### RECORDS SUPPLIED
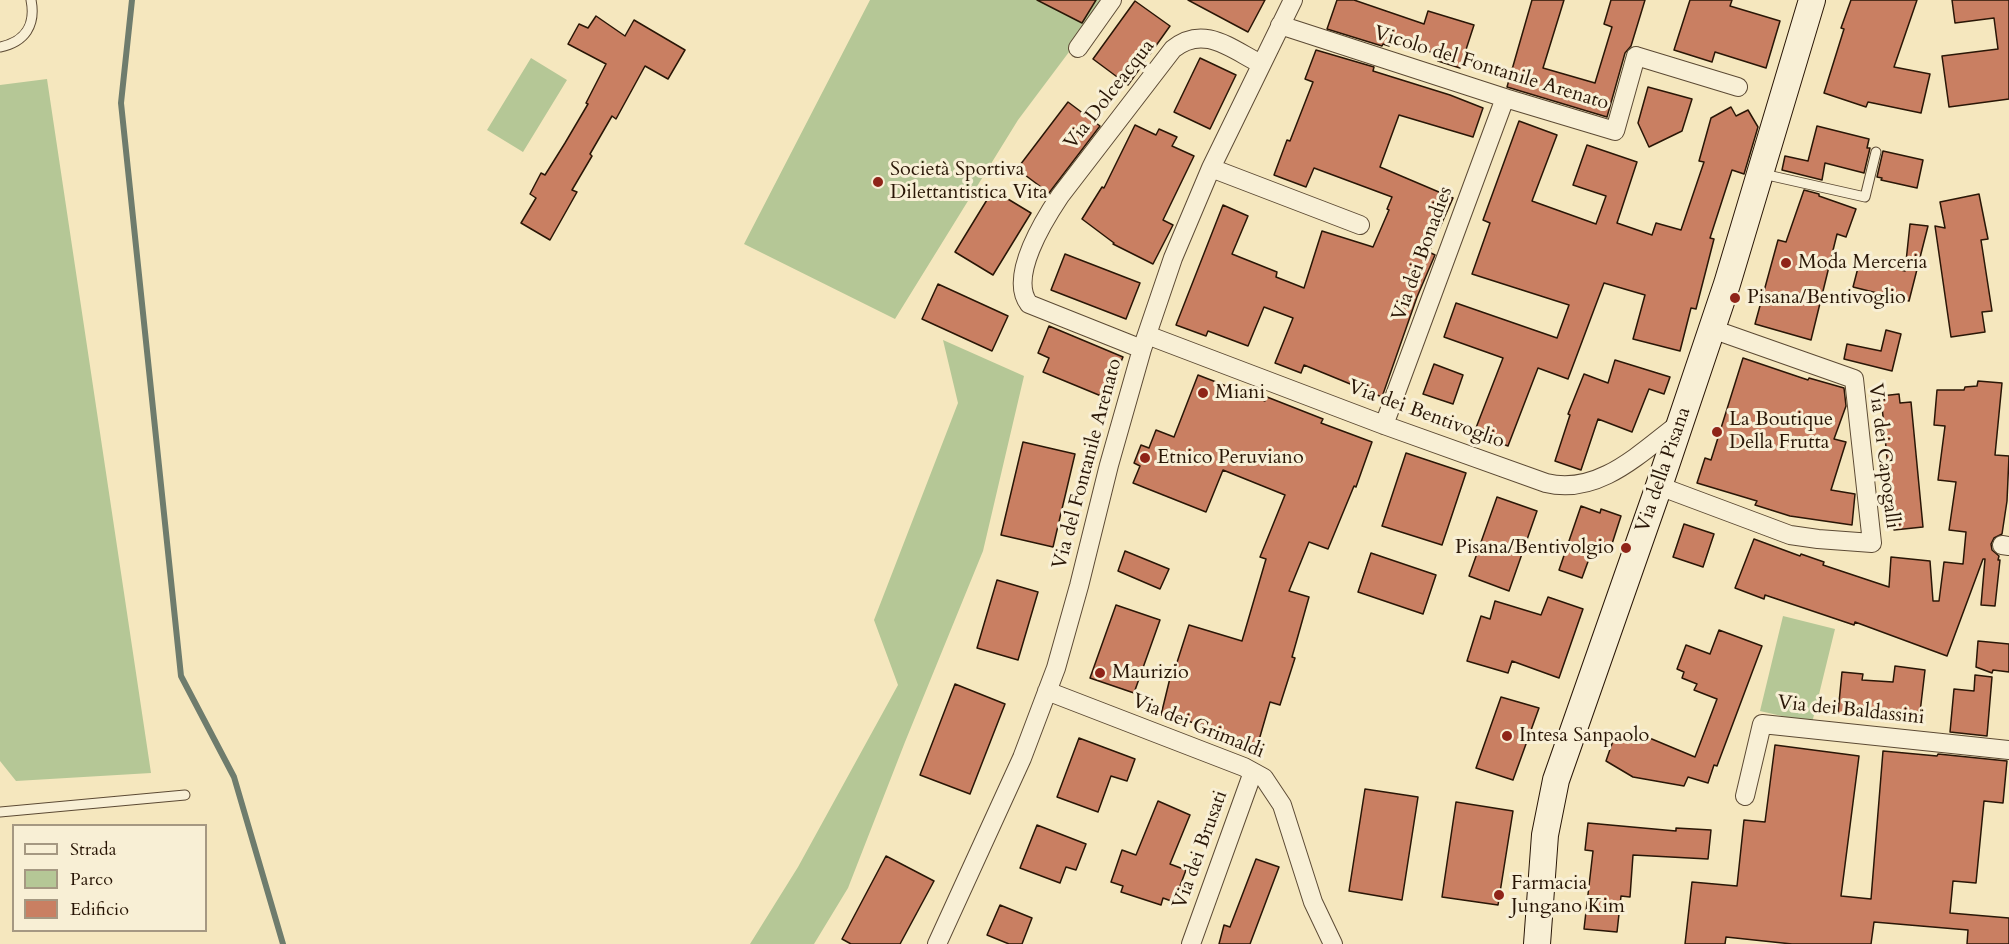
<!DOCTYPE html>
<meta charset="utf-8">
<style>
body{margin:0}
#map{position:relative;width:2009px;height:944px;overflow:hidden;background:#f5e7be;font-family:Cardo,serif}
canvas{display:block}
.legend{position:absolute;left:12px;top:824px;width:195px;height:108px;box-sizing:border-box;background:#f8efd5;border:2px solid #a59882;margin:0;padding:8px 10px;list-style:none;font-size:18px;color:#291606}
.legend li{display:flex;align-items:center;gap:12px;height:30px}
.legend b{width:30px;border:2px solid #a59882}
</style>
<div id="map">
<canvas width="2009" height="944"></canvas>
<ul class="legend">
<li><b style="height:8px;background:#f8efd5"></b>Strada</li>
<li><b style="height:16px;background:#b5c796"></b>Parco</li>
<li><b style="height:16px;background:#c97f62"></b>Edificio</li>
</ul>
</div>
<script>
const ctx = document.querySelector('canvas').getContext('2d');
ctx.lineJoin = 'round';
function fill(path, color) { ctx.fillStyle = color; ctx.fill(path, 'evenodd'); }
function strokePath(path, color, width, dash) { ctx.strokeStyle = color; ctx.lineWidth = width; ctx.lineCap = dash ? 'butt' : 'round'; ctx.setLineDash(dash || []); ctx.stroke(path); }
function drawText(font, color, halo, rows, align = 'center') {
  ctx.font = font + ' Cardo,serif'; ctx.lineWidth = 6; ctx.setLineDash([]); ctx.textBaseline = 'middle'; ctx.strokeStyle = halo; ctx.fillStyle = color; for (const [text, x, y, turn = 0] of rows) {
    ctx.save(); ctx.translate(x, y); ctx.rotate((+turn || 0) * Math.PI / 180); ctx.textAlign = isNaN(turn) ? turn : align; if (halo) ctx.strokeText(text, 0, 0); ctx.fillText(text, 0, 0); ctx.restore();
  }
}
fill(new Path2D(`
 M870,0h238l-90,120 -123,199 -151,-75z
 M531,58l36,22 -44,72 -36,-22z
 M47,79l104,694 -135,8 -16,-20v-676z
 M943,340l81,36 -41,175 -78,191 -57,146 -34,56h-64l48,-77 100,-182 -24,-65 84,-217z
 M1783,616l52,13 -23,94 -52,-12z`), '#b5c796');
strokePath(new Path2D(`
 M132,0l-11,103 60,573 53,101 49,167`), '#6e7c6d', 6);
const building = new Path2D(`
 M1037,0h59l-14,23z
 M1188,0h77l-17,32z
 M1337,0h17l70,24 4,-13 46,14 -14,43 -22,-7 2,-6 -49,-16 -2,7 -6,-2 -1,2 -55,-17z
 M1532,0h32l-21,68 52,15 17,-56 -8,-3 7,-24h34l-14,46 -6,7 -18,64 -100,-30z
 M1690,0h42l-2,6 50,15 -14,47 -51,-16 -3,10 -38,-12z
 M1851,0h66l-23,67 36,7 -9,39 -53,-11 -2,5 -42,-14 20,-64 -3,-1z
 M1952,0h57v99l-60,8 -7,-51 56,-7 -4,-31 -39,5z
 M1135,1l35,25 -42,59 -35,-26z
 M596,16l29,20 9,-16 51,30 -17,29 -23,-13 -29,53 -4,-3 -22,38 2,2 -20,34 5,2 -27,48 -29,-17 15,-25 -6,-4 11,-21 4,2 20,-32 23,-39 -2,-1 20,-39 -38,-20 11,-20 9,4z
 M1316,50l58,17 -1,4 77,24 33,13 -10,29 -74,-22 -19,52 73,31 -24,54 6,3 -18,42 -35,100 -78,-32 -3,8 -26,-10 18,-45 -29,-11 -16,39 -40,-15 -2,5 -30,-11 47,-120 25,11 -16,38 45,18 -1,5 28,11 18,-57 51,16 16,-37 -2,-1 5,-12 -78,-29 -8,19 -32,-12 13,-35 3,1 23,-59 -8,-3z
 M1200,58l36,17 -26,54 -36,-17z
 M1648,87l44,12 -10,32 -33,16 -11,-24z
 M1068,102l32,24 -51,67 -32,-24z
 M1731,107l5,9 12,-6 10,17 -14,47 -12,-4 -22,68 4,1 -18,70 -5,-1 -11,43 -47,-12 12,-44 -41,-12 -36,96 -30,-11 -30,78 -34,-13 29,-75 -59,-21 12,-34 101,35 12,-33 -97,-31 18,-51 -7,-3 36,-99 38,14 -25,66 64,23 10,-28 -33,-11 14,-40 50,17 -20,61 35,12 4,-12 25,7 23,-68 -5,-1 12,-43z
 M1135,125l21,10 3,-6 18,8 -5,9 22,10 -31,64 10,5 -20,39 -40,-20 1,-1 -32,-24 20,-32 2,1z
 M1817,126l52,13 -2,9h3l-6,25 -39,-10 -3,17 -40,-10 3,-14 23,5z
 M1883,151l40,9 -6,28 -36,-8 1,-2 -5,-1z
 M993,190l38,23 -38,62 -38,-23z
 M1804,190l15,4v2l37,13 -10,28 -9,-3 -26,106 -56,-16 23,-84 8,2z
 M1979,194l9,45 -7,1 11,71 -10,1 3,20 -34,5 -16,-111 10,2 -5,-26z
 M1910,224l18,2 -19,75 -56,-14 7,-27 45,11z
 M1065,254l75,29 -14,36 -75,-29z
 M938,284l70,32 -16,35 -70,-32z
 M1049,326l74,31 -17,41 -63,-26 6,-14 -11,-5z
 M1886,330l15,4 -9,37 -48,-12 3,-15 34,7z
 M1743,358l65,22 1,-2 35,10 2,18 -12,33 12,3 -15,48 24,4 -3,31 -62,-9 -35,-11 2,-4 -60,-18 8,-25 6,2z
 M1615,360l55,17 -6,17 -15,-5 -17,43 -34,-13 -17,51 -26,-9 15,-46 -2,-1 16,-40 24,9z
 M1434,364l29,11 -10,29 -30,-10z
 M1198,375l67,26 2,-4 56,22 -2,4 51,19 -16,45 -2,-1 -26,63 -19,-7 -20,49 20,6 -17,60 3,1 -15,47 -10,-3 -13,45 -47,-13 2,-7 -51,-12 9,-37h2l17,-53 53,16 24,-82 -6,-2 25,-62 -62,-25 -17,42 -73,-29 7,-17 -6,-3 7,-18 8,3 7,-18 18,7z
 M1978,381l24,2 -7,72 14,1 -2,45 -5,33 -8,4 -3,6 1,6 7,6 -1,4h2l-5,46 -14,-1 4,-46h-2l-36,97 -92,-34 -1,3 -89,-30 -1,4 -29,-11 19,-49 46,17 1,-2 23,8 -1,3 66,22 2,-30 39,4 3,40h6l5,-39 19,2 3,-32 -17,-2 7,-48 -18,-2 7,-54 -11,-1 3,-35h27l1,-3 12,-1z
 M1899,394l1,9 11,-1 12,125 -29,3 -13,-134z
 M1023,442l52,12 -22,93 -52,-12z
 M1406,453l60,20 -24,72 -60,-19z
 M1497,497l40,14 -28,80 -40,-15z
 M1581,506l19,7 1,-4 20,7 -10,31 -3,-1 -3,6 -12,-4 -11,30 -23,-8z
 M1684,524l30,10 -11,33 -30,-10z
 M1125,551l44,18 -9,20 -42,-18z
 M1371,553l65,22 -13,39 -65,-22z
 M997,580l41,12 -20,68 -41,-12z
 M1548,597l35,12 -24,69 -47,-17 -4,12 -41,-12 14,-45 9,3 5,-18 46,14z
 M1116,605l44,15 -26,73 -44,-15z
 M1719,630l43,16 -45,120 -3,-1 -6,18 -20,-6 -4,9 -51,-9 -27,-16 9,-26 32,2 48,20 22,-58 -23,-9 3,-6 -15,-6 2,-6 -7,-3 9,-24 24,9z
 M1978,641l31,3v28l-16,-2 -1,3 -16,-6z
 M1895,666l30,4 -6,51 -81,-8 4,-41 21,2 -1,6 31,2z
 M1975,675l17,2 -5,59 -37,-4 4,-43 20,2z
 M955,684l50,20 -35,90 -50,-19z
 M1501,697l38,11 -26,72 -37,-12z
 M1079,738l56,21 -8,22 -16,-5 -13,36 -41,-15z
 M1775,745l84,11 -18,140 30,3 12,-148 54,5 1,-2 69,7 -4,42 -19,-2 -8,82 -23,-2 -3,32 59,5v26h-42l1,-14 -94,-8 -3,22h-79l-66,-7 -1,7h-40l7,-62 45,4 7,-66 21,2z
 M1365,789l53,8 -16,103 -53,-9z
 M1158,801l32,14 -20,49 16,6 -12,32 -11,-4 -2,7 -40,-13 2,-6 -12,-4 11,-32 14,5z
 M1456,802l57,9 -15,94 -56,-8z
 M1588,823l88,8v-3l35,2 -3,29 -75,-4 -3,42 -9,-1 -4,36 -33,-3 9,-78 -8,-1z
 M1037,825l49,19 -10,26 -10,-3 -6,16 -40,-15z
 M886,856l48,25 -34,63h-49l-9,-5z
 M1256,859l23,8 -29,77h-31l5,-19 6,2z
 M1000,905l32,13 -10,26h-13l-22,-9z`);
fill(building, '#c97f62');
strokePath(building, '#291606', 1.5);
const lane = new Path2D(`
 M0,47c25,-5 36,-22 31,-47
 M1763,174l102,23 11,-45
 M0,812l185,-17`);
const street = new Path2D(`
 M1280,25l225,73 110,33 21,-75 102,31
 M1078,48l34,-48
 M1211,168l149,57
 M1147,335l237,90 162,58c53,13 95,-31 134,-60
 M1142,349l-113,-45c-21,-27 15,-84 31,-108l113,-147c31,-25 58,0 88,15
 M1384,425l121,-327
 M1659,486l131,49 28,4 54,4 -18,-164 -142,-50
 M2002,545l7,1
 M1047,691l197,76 20,11 18,27 31,97 20,42
 M1745,796l17,-72 247,26
 M937,944l85,-186 34,-90 23,-82 30,-121 33,-116 31,-91 38,-90 82,-168
 M1191,944l62,-172`);
const secondary = new Path2D(`
 M1537,944l8,-109 11,-55 103,-294 68,-202 85,-284`);
strokePath(lane, '#5c4a34', 11);
strokePath(street, '#5c4a34', 20);
strokePath(secondary, '#291606', 28);
strokePath(lane, '#f8efd5', 9);
strokePath(street, '#f8efd5', 18);
strokePath(secondary, '#f8efd5', 26);
for (const [x, y, r, color] of [
 [878,182,6,"#8f2418"],
 [1786,263,6,"#8f2418"],
 [1735,298,6,"#8f2418"],
 [1203,393,6,"#8f2418"],
 [1717,432,6,"#8f2418"],
 [1145,458,6,"#8f2418"],
 [1626,548,6,"#8f2418"],
 [1100,673,6,"#8f2418"],
 [1507,736,6,"#8f2418"],
 [1499,895,6,"#8f2418"]
]) { const dot = new Path2D(); dot.arc(x, y, r, 0, 2 * Math.PI); ctx.fillStyle = color; ctx.fill(dot); strokePath(dot, '#f8efd5', 2); }
drawText('20px', '#291606', '#f8efd5', [
 ["Vicolo del Fontanile Arenato",1491,69,17],
 ["Via Dolceacqua",1110,95,-52],
 ["Via dei Bonadies",1423,254,-70],
 ["Via dei Bentivoglio",1426,415,20],
 ["Via dei Capogalli",1883,456,83],
 ["Via del Fontanile Arenato",1088,464,-75],
 ["Via della Pisana",1664,470,-71],
 ["Via dei Baldassini",1851,711,6],
 ["Via dei Grimaldi",1198,727,22],
 ["Via dei Brusati",1201,850,-70]
]);
drawText('20px', '#291606', '#f8efd5', [
 ["Società Sportiva",890,170],
 ["Dilettantistica Vita",890,193],
 ["Moda Merceria",1798,263],
 ["Pisana/Bentivoglio",1747,298],
 ["Miani",1215,393],
 ["La Boutique",1729,420],
 ["Della Frutta",1729,443],
 ["Etnico Peruviano",1157,458],
 ["Pisana/Bentivolgio",1614,548,"right"],
 ["Maurizio",1112,673],
 ["Intesa Sanpaolo",1519,736],
 ["Farmacia",1511,884],
 ["Jungano Kim",1511,907]
], 'left');
</script>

### WHAT YOU SHOULD DO
Pictures aside, write out verbatim every line from the first line of the material through the line holding "function drawText(font, color, halo, rows, align".

### OUTPUT OF THE TASK
<!DOCTYPE html>
<meta charset="utf-8">
<style>
body{margin:0}
#map{position:relative;width:2009px;height:944px;overflow:hidden;background:#f5e7be;font-family:Cardo,serif}
canvas{display:block}
.legend{position:absolute;left:12px;top:824px;width:195px;height:108px;box-sizing:border-box;background:#f8efd5;border:2px solid #a59882;margin:0;padding:8px 10px;list-style:none;font-size:18px;color:#291606}
.legend li{display:flex;align-items:center;gap:12px;height:30px}
.legend b{width:30px;border:2px solid #a59882}
</style>
<div id="map">
<canvas width="2009" height="944"></canvas>
<ul class="legend">
<li><b style="height:8px;background:#f8efd5"></b>Strada</li>
<li><b style="height:16px;background:#b5c796"></b>Parco</li>
<li><b style="height:16px;background:#c97f62"></b>Edificio</li>
</ul>
</div>
<script>
const ctx = document.querySelector('canvas').getContext('2d');
ctx.lineJoin = 'round';
function fill(path, color) { ctx.fillStyle = color; ctx.fill(path, 'evenodd'); }
function strokePath(path, color, width, dash) { ctx.strokeStyle = color; ctx.lineWidth = width; ctx.lineCap = dash ? 'butt' : 'round'; ctx.setLineDash(dash || []); ctx.stroke(path); }
function drawText(font, color, halo, rows, align = 'center') {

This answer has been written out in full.